» Source material:
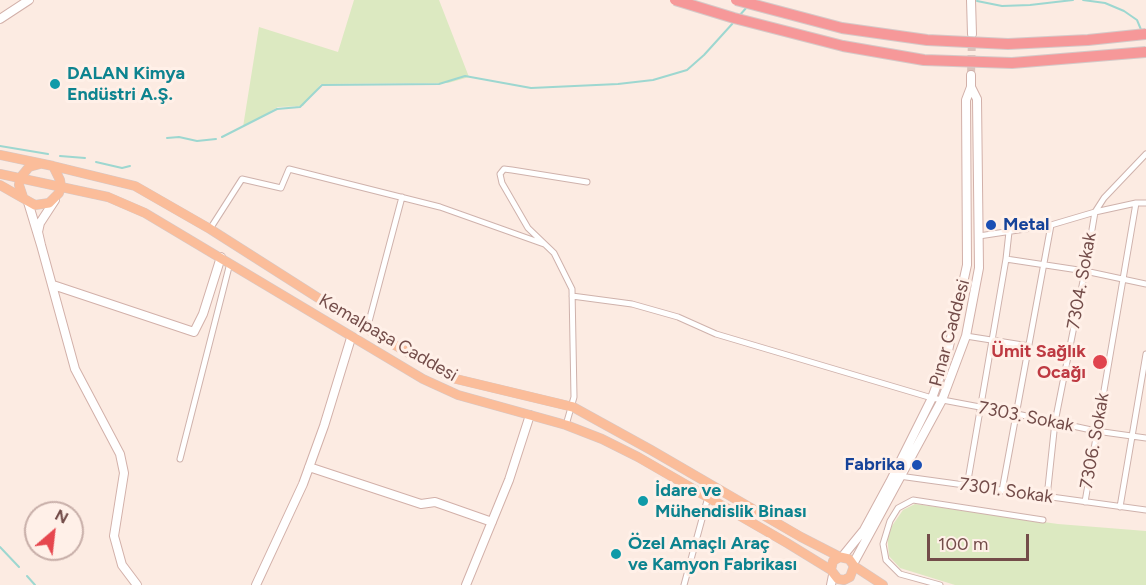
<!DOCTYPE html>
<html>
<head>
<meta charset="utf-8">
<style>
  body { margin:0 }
  #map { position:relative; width:1146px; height:585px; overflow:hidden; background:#fcebe2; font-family:Figtree,sans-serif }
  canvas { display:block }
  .north { position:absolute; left:24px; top:501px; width:60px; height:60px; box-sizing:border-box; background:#fff0e8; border:2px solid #c7aea8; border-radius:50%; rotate:28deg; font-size:16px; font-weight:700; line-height:24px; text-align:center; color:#734c49 }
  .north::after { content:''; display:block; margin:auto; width:21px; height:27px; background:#e6474e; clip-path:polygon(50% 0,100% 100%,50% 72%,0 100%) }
  .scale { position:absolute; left:927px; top:534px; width:102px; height:27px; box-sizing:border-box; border:3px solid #734c49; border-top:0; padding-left:8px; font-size:18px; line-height:21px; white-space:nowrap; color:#734c49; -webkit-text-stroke:4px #fff0e8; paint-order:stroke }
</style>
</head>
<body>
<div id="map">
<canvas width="1146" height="585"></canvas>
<div class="north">N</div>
<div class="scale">100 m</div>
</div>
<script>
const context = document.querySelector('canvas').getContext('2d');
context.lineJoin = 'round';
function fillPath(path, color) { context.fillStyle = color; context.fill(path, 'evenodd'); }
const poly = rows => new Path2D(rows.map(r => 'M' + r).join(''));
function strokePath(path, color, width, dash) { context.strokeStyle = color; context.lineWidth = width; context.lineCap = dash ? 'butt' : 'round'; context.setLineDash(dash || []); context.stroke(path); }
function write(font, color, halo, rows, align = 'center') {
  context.font = font + ' Figtree,sans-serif'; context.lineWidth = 6; context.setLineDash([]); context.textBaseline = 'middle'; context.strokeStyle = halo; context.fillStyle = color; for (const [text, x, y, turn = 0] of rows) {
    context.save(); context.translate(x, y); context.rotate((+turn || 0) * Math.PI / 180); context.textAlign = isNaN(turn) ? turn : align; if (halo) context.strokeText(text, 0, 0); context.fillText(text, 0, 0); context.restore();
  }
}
const green = poly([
  [354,0,439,0,469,77,448,83,321,84,303,106,278,107,243,127,259,27,338,52],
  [915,504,1058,524,1146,531,1146,585,955,585,900,568,889,556,887,533,903,510]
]);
const stream = poly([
  [1083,0,1105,3,1124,11,1137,20,1142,32],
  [977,1,1002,6,1030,5,1073,0],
  [739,16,747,7],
  [222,137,277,109,300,107,322,85,439,84,465,76,531,88,618,84,653,80,687,70,704,55,733,23],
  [167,138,179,137,197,141,216,139],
  [0,146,48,154],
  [60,156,85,158],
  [96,162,122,168,130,166],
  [0,547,19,567],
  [27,576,35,585]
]);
const secondaryTunnel = poly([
  [971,75,972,38]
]);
const street = poly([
  [210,229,242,179,281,188,289,169,440,207,544,244],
  [1009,232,1006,259,1085,271,1146,284],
  [979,236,1051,225,1095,212,1136,203,1146,203],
  [572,296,632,304,678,317,716,334,932,398,1017,414,1096,431,1146,438],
  [367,329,402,197],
  [966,336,1029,346],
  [566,425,574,397,572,289,554,253,528,228,502,183,500,174,504,169,512,170,587,182],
  [180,459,230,263],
  [899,476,1146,510],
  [967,486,1006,259],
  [1002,491,1051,225],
  [1047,497,1055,422,1085,271,1095,212,1104,198,1146,154],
  [1085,502,1136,203],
  [1120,507,1146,354],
  [684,585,708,497],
  [940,585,900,574,886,560,883,544,890,521,898,508,913,500,1043,520]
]);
const secondary = poly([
  [971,0,972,34],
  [0,19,29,0],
  [28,202,41,245,38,232,40,223,55,200],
  [41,245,75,369,120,454,124,473,114,536,122,565,137,585],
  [53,285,194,332,203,314,221,257],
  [309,467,421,504,435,502,492,522],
  [842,557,864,530,890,482,932,398,946,360,967,265,966,100,971,87,971,75],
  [853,564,942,400,966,336,979,268,977,99,971,87],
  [256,585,303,484,324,426,351,338],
  [466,585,509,480,530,415],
  [831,585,833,575]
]);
const primary = poly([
  [0,155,53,166,135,186,210,229,367,329,452,378,573,407,651,450,801,537,840,557],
  [0,174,108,197,145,213,423,379,458,395,566,425,602,439,638,457,787,543,831,570,838,579,844,580,850,577,854,566,849,559,840,557,833,561,831,570],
  [0,185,35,205,49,203,59,193,61,186,60,180,53,166],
  [23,197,19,185,20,178,29,167,40,164],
  [854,566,883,585]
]);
const highwayBridge = poly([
  [675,0,734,18,843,46,924,60,1012,63,1146,52],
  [736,0,842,28,927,40,1008,44,1088,40,1146,34]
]);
const markers = [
  [55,84,6,"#0f9aa8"],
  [991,225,6,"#1a4fb4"],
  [1100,362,8,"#e0444e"],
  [917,465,6,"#1a4fb4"],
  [643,501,6,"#0f9aa8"],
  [616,554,6,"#0f9aa8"]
];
const cultureNames = [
  ["DALAN Kimya",67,74],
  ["Endüstri A.Ş.",67,95],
  ["İdare ve",655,491],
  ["Mühendislik Binası",655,512],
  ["Özel Amaçlı Araç",628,544],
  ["ve Kamyon Fabrikası",628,565]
];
const transitNames = [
  ["Metal",1003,225],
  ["Fabrika",905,465,"right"]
];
const streetNames = [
  ["7304. Sokak",1082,281,-80],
  ["Pınar Caddesi",950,333,-75],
  ["Kemalpaşa Caddesi",388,338,30],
  ["7303. Sokak",1026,417,11],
  ["7306. Sokak",1095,441,-80],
  ["7301. Sokak",1006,491,8]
];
const healthNames = [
  ["Ümit Sağlık",1086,352],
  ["Ocağı",1086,373]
];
fillPath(green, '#dce9c1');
strokePath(stream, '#9dd7d0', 2);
strokePath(secondaryTunnel, '#dac3bc', 8, [8, 4]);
strokePath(street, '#cfb2ac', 7);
strokePath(secondary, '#d2b0a9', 10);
strokePath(primary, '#d5c9c8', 10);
strokePath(street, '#fff', 5);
strokePath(secondary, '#fff', 8);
strokePath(primary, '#fbbd9a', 9);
strokePath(highwayBridge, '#d5c9c8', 12, []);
strokePath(highwayBridge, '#f69899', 10);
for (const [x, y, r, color] of markers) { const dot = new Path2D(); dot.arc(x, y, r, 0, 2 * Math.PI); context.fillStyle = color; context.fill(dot); strokePath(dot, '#fff0e8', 2); }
write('bold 18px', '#0d838f', '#fff0e8', cultureNames, 'left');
write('bold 18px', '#164399', '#fff0e8', transitNames, 'left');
write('18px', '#734c49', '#fff0e8', streetNames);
write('bold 18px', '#be3a42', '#fff0e8', healthNames, 'right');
</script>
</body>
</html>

» Aim of the exercise:
For this answer, return word for word the lines from the first line of the records through the line containing "function write(font, color, halo, rows, align". Omit the pictures.

» Expected output:
<!DOCTYPE html>
<html>
<head>
<meta charset="utf-8">
<style>
  body { margin:0 }
  #map { position:relative; width:1146px; height:585px; overflow:hidden; background:#fcebe2; font-family:Figtree,sans-serif }
  canvas { display:block }
  .north { position:absolute; left:24px; top:501px; width:60px; height:60px; box-sizing:border-box; background:#fff0e8; border:2px solid #c7aea8; border-radius:50%; rotate:28deg; font-size:16px; font-weight:700; line-height:24px; text-align:center; color:#734c49 }
  .north::after { content:''; display:block; margin:auto; width:21px; height:27px; background:#e6474e; clip-path:polygon(50% 0,100% 100%,50% 72%,0 100%) }
  .scale { position:absolute; left:927px; top:534px; width:102px; height:27px; box-sizing:border-box; border:3px solid #734c49; border-top:0; padding-left:8px; font-size:18px; line-height:21px; white-space:nowrap; color:#734c49; -webkit-text-stroke:4px #fff0e8; paint-order:stroke }
</style>
</head>
<body>
<div id="map">
<canvas width="1146" height="585"></canvas>
<div class="north">N</div>
<div class="scale">100 m</div>
</div>
<script>
const context = document.querySelector('canvas').getContext('2d');
context.lineJoin = 'round';
function fillPath(path, color) { context.fillStyle = color; context.fill(path, 'evenodd'); }
const poly = rows => new Path2D(rows.map(r => 'M' + r).join(''));
function strokePath(path, color, width, dash) { context.strokeStyle = color; context.lineWidth = width; context.lineCap = dash ? 'butt' : 'round'; context.setLineDash(dash || []); context.stroke(path); }
function write(font, color, halo, rows, align = 'center') {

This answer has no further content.